Power and Sample Size Simulation: Superficial Face Judgment

Vignette Setup:

Project/Data Title:

Deep models of superficial trait inferences

Data provided by: Jordan W. Suchow

Project/Data Description:

The diversity of human faces and the contexts in which they appear gives rise to an expansive stimulus space over which people infer psychological traits (e.g., trustworthiness or alertness) and other attributes (e.g., age or adiposity). Machine learning methods, in particular deep neural networks, provide expressive feature representations of face stimuli, but the correspondence between these representations and various human attribute inferences is difficult to determine because the former are high-dimensional vectors produced via black box optimization algorithms. In this paper, we combined deep generative image models with over 1 million judgments to model inferences of more than 30 attributes over a comprehensive latent face space. The predictive accuracy of the model approached human interrater reliability, which simulations suggest would not have been possible with fewer faces, fewer judgments, or lower-dimensional feature representations. The model can be used to predict and manipulate inferences with respect to arbitrary face photographs or to generate synthetic photorealistic face stimuli that evoke impressions tuned along the modeled attributes.
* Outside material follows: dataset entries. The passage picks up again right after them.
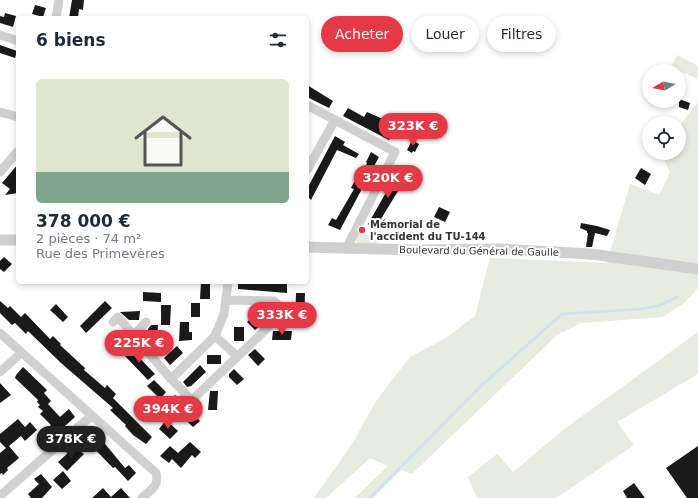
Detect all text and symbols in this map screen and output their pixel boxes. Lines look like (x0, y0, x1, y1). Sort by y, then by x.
chip: Acheter (321, 16, 403, 52)
chip: Louer (411, 16, 479, 52)
chip: Filtres (487, 16, 556, 52)
icon: filters (267, 29, 289, 51)
text: 6 biens (36, 30, 106, 50)
north arrow (642, 64, 686, 108)
map controls (642, 64, 686, 160)
icon: home (127, 105, 199, 177)
pin: 323K € (380, 113, 446, 147)
button: locate (642, 116, 686, 160)
text: 323K € (388, 118, 438, 133)
pin: 320K € (355, 165, 421, 199)
text: 320K € (363, 170, 413, 185)
text: 378 000 € (36, 211, 131, 231)
place label: Mémorial de l'accident du TU-144 (370, 219, 486, 242)
marker: Mémorial de l'accident du TU-144 (357, 225, 367, 235)
text: 2 pièces · 74 m² (36, 231, 141, 246)
street label: Boulevard du Général de Gaulle (399, 244, 559, 258)
text: Rue des Primevères (36, 246, 165, 261)
pin: 333K € (249, 302, 315, 336)
text: 333K € (257, 307, 307, 322)
pin: 225K € (106, 330, 172, 364)
text: 225K € (114, 335, 164, 350)
pin: 394K € (135, 396, 201, 430)
text: 394K € (143, 401, 193, 416)
pin: 378K € (38, 426, 104, 460)
text: 378K € (46, 431, 96, 446)

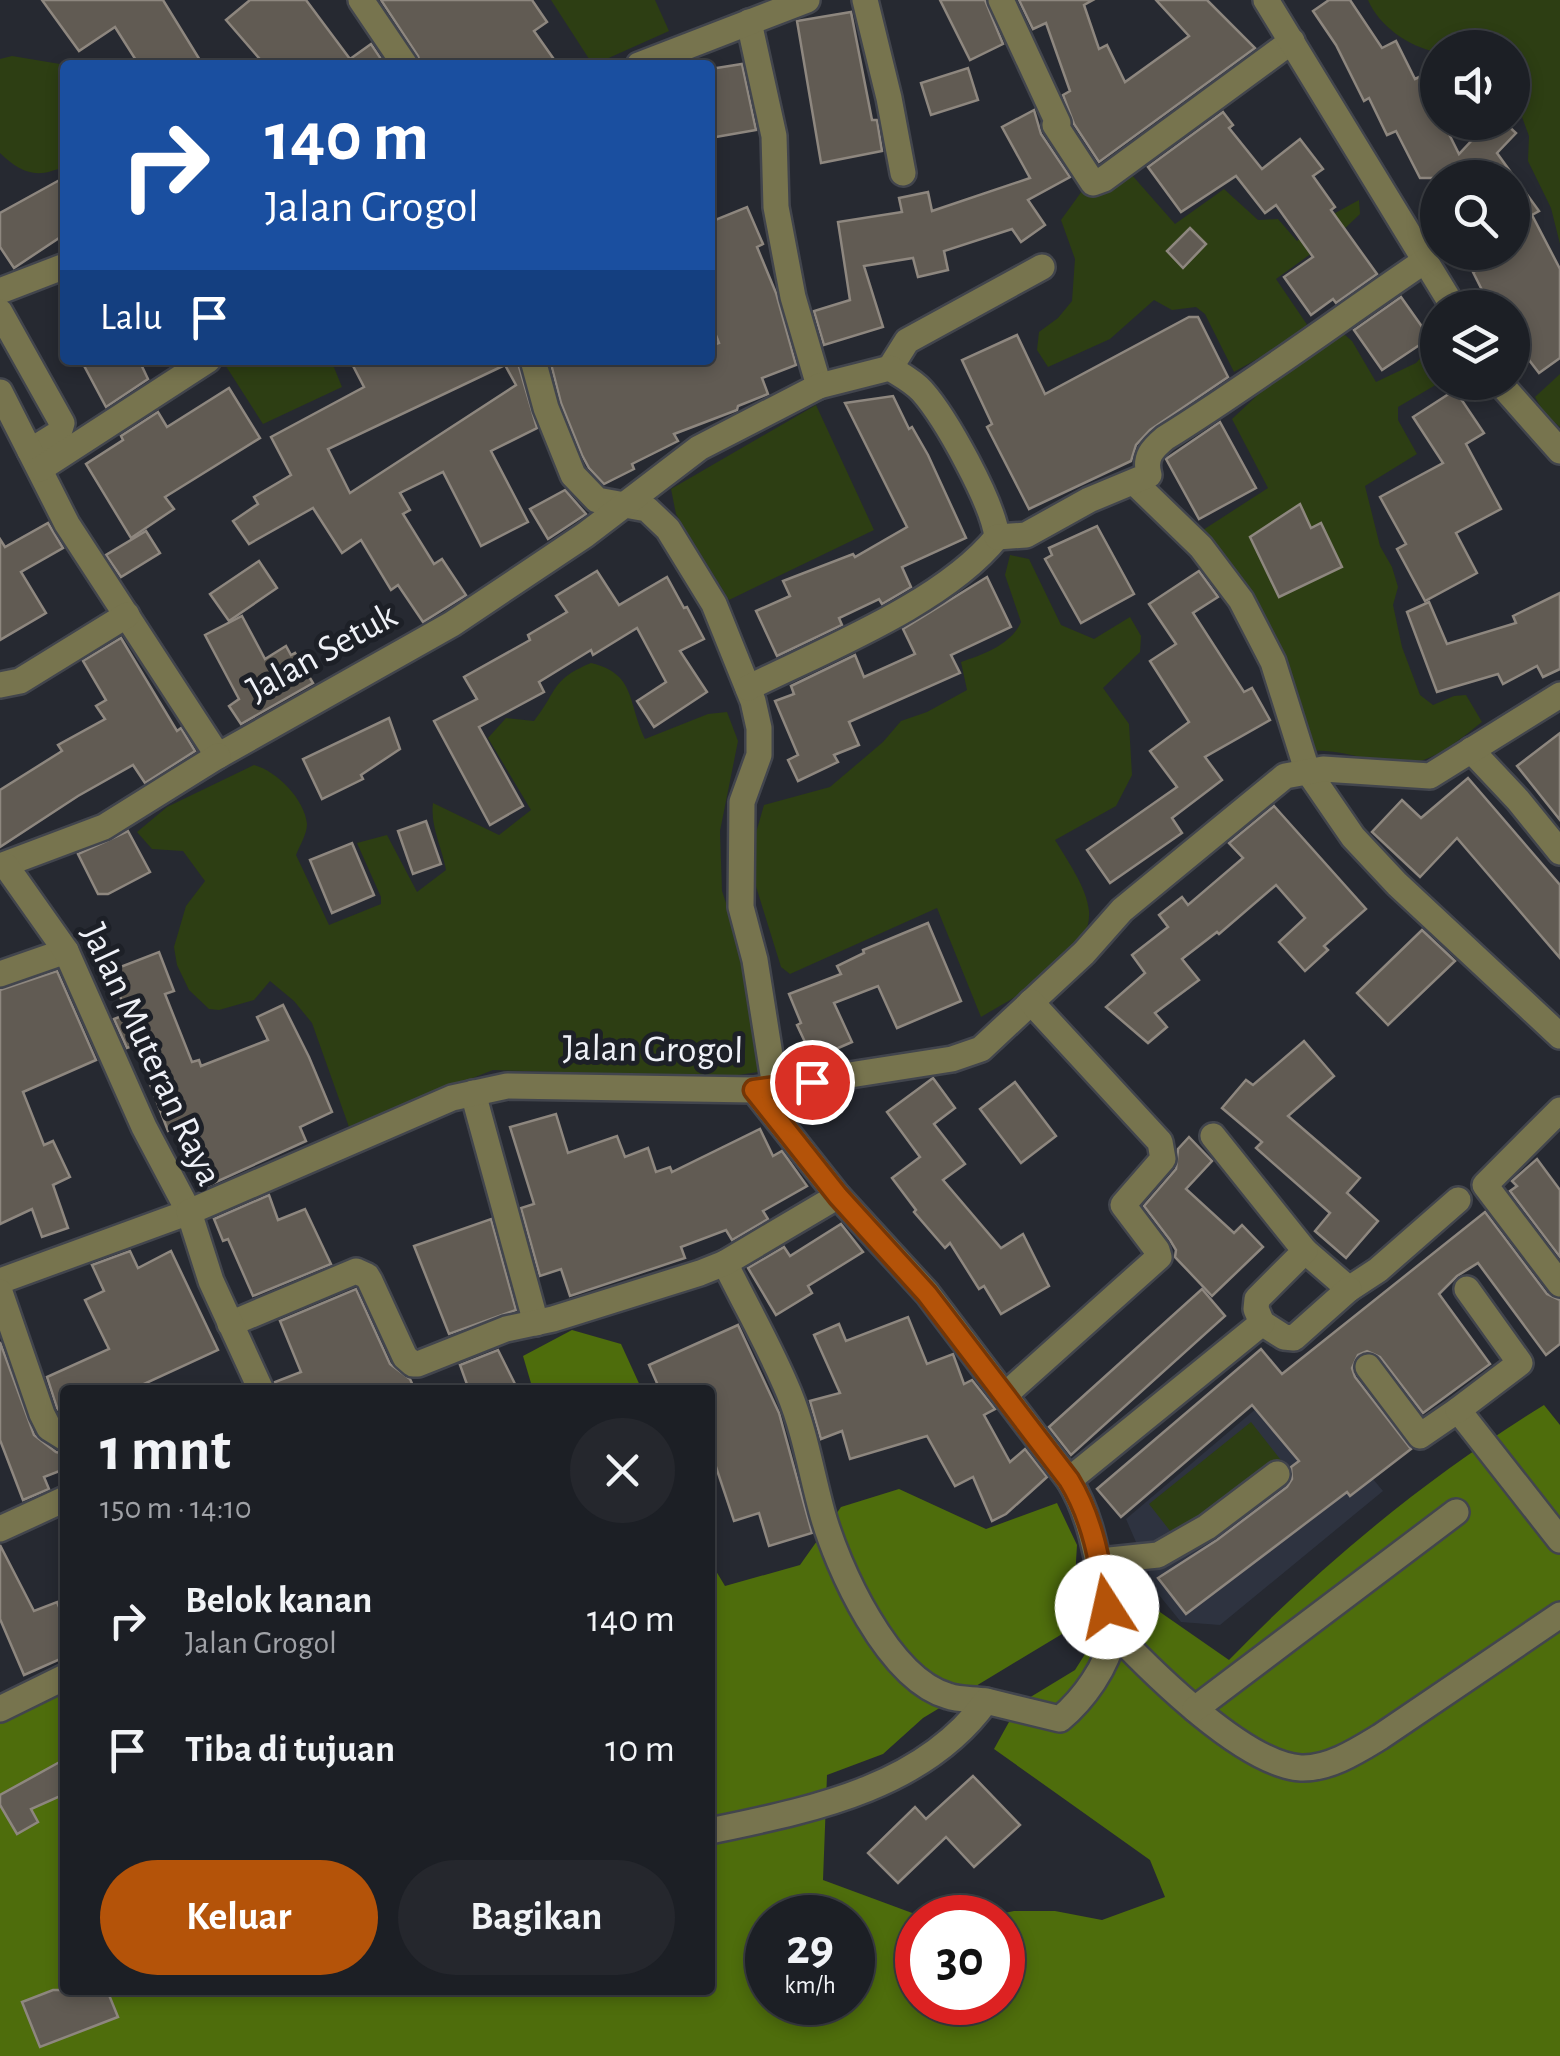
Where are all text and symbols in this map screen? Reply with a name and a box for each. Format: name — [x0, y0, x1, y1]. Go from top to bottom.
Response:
map controls — [1420, 30, 1530, 400]
button: sound — [1420, 30, 1530, 140]
icon: right — [100, 100, 230, 230]
text: 140 m — [265, 103, 429, 173]
button: search — [1420, 160, 1530, 270]
text: Jalan Grogol — [265, 185, 479, 230]
icon: arrive — [182, 290, 237, 345]
button: layers — [1420, 290, 1530, 400]
text: Lalu — [100, 299, 162, 337]
street label: Jalan Setuk — [241, 596, 404, 710]
street label: Jalan Muteran Raya — [74, 918, 228, 1192]
street label: Jalan Grogol — [562, 1029, 744, 1071]
pin — [770, 1040, 855, 1125]
icon: arrive — [785, 1055, 840, 1110]
button: close — [570, 1418, 675, 1523]
text: 1 mnt — [100, 1421, 231, 1481]
text: 150 m · 14:10 — [100, 1492, 252, 1524]
position arrow — [1055, 1555, 1159, 1659]
text: Belok kanan — [185, 1582, 372, 1620]
icon: right — [100, 1593, 155, 1648]
text: 140 m — [587, 1601, 675, 1639]
text: Jalan Grogol — [185, 1627, 337, 1659]
icon: arrive — [100, 1723, 155, 1778]
text: Tiba di tujuan — [185, 1731, 395, 1769]
text: 10 m — [605, 1731, 675, 1769]
button: Keluar — [100, 1860, 378, 1975]
button: Bagikan — [398, 1860, 675, 1975]
speed limit sign: 30 — [895, 1895, 1025, 2025]
text: 29 — [786, 1923, 834, 1973]
text: km/h — [784, 1973, 836, 1998]

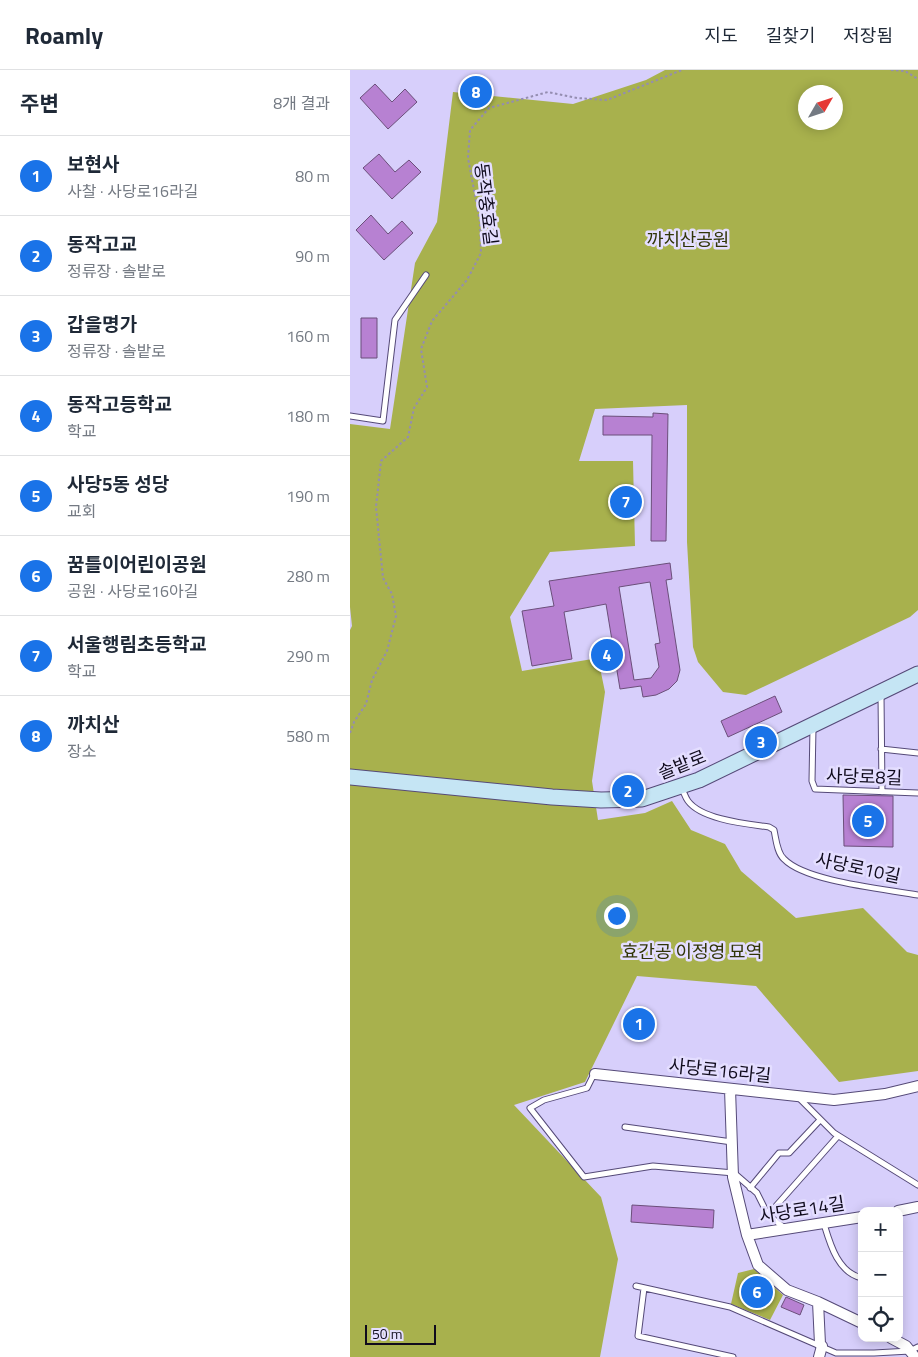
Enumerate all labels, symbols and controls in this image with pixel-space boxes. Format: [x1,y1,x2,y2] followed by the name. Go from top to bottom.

In sum, the dataset contains 1.14 million ratings across 1000 items and 34 traits by 5,000 participants. NOTE: The trait trustworthy in the dataset was collected twice, so the trait column has 35 traits.

Methods Description:

For the attribute model studies, we used a between-subjects design where participants evaluated faces with respect to each attribute. Participants first consented. Then they completed a preinstruction agreement to answer open-ended questions at the end of the study. In the instructions, participants were given 25 examples of face images in order to provide a sense of the diversity they would encounter during the experiment. Participants were instructed to rate a series of faces on a continuous slider scale where extremes were bipolar descriptors such as “trustworthy” to “not trustworthy.” We did not supply definitions of each attribute to participants and instead relied on participants’ intuitive notions for each.

Each participant then completed 120 trials with the single attribute to which they were assigned. One hundred of these trials displayed images randomly selected (without replacement) from the full set; the remaining 20 trials were repeats of earlier trials, selected randomly from the 100 unique trials, which we used to assess intrarater reliability. Each stimulus in the full set was judged by at least 30 unique participants.

At the end of the experiment, participants were given a survey that queried what participants believed we were assessing and asked for a self-assessment of their performance and feedback on any potential points of confusion, as well as demographic information such as age, race, and gender. Participants were given 30 min to complete the entire experiment, but most completed it in under 20 min. Each participant was paid $1.50.

Data Location:

https://github.com/jcpeterson/omi

## Please set the work directory to the folder containing the scripts and data
face_data <- import("data/suchow_data.csv.zip")
str(face_data)
#> 'data.frame':    1139300 obs. of  5 variables:
#>  $ participant: int  1256 1256 1256 1256 1256 1256 1256 1256 1256 1256 ...
#>  $ stimulus   : int  63 75 73 64 54 46 23 18 74 49 ...
#>  $ trait      : int  1 1 1 1 1 1 1 1 1 1 ...
#>  $ response   : int  77 99 0 58 69 58 54 47 24 71 ...
#>  $ rt         : int  4413 3518 5248 4167 3703 6304 4774 4480 2974 3359 ...

Date Published:

2022-04-15

Dataset Citation:

Peterson, J. C., Uddenberg, S., Griffiths, T., Todorov, A., & Suchow, J. W. (2022). Deep models of superficial face judgments. Proceedings of the National Academy of Sciences (PNAS).

Keywords:

first impressions, social perception, face perception

Use License:

https://creativecommons.org/licenses/by-nc-sa/4.0/

Geographic Description - City/State/Country of Participants:

For the attribute model studies, we used Amazon Mechanical Turk to recruit a total of 4,157 participants across 10,974 sessions, of which 10,633 (≈ 97%) met our criteria for inclusion. Participants identified their gender as female (2,065) or male (2,053), preferred not to say (21), or did not have their gender listed as an option (18). The mean age was ∼39 y old. Participants identified their race/ethnicity as either White (2,935), Black/African American (458), Latinx/a/o or Hispanic (158), East Asian (174), Southeast Asian (71), South Asian (70), Native American/American Indian (31), Middle Eastern (12), Native Hawaiian or Other Pacific Islander (3), or some combination of two or more races/ethnicities (215). The remaining participants either preferred not to say (22) or did not have their race/ethnicity listed as an option (8). Participants were recruited from the United States.

Column Metadata:

metadata <- import("data/suchow_metadata.xlsx")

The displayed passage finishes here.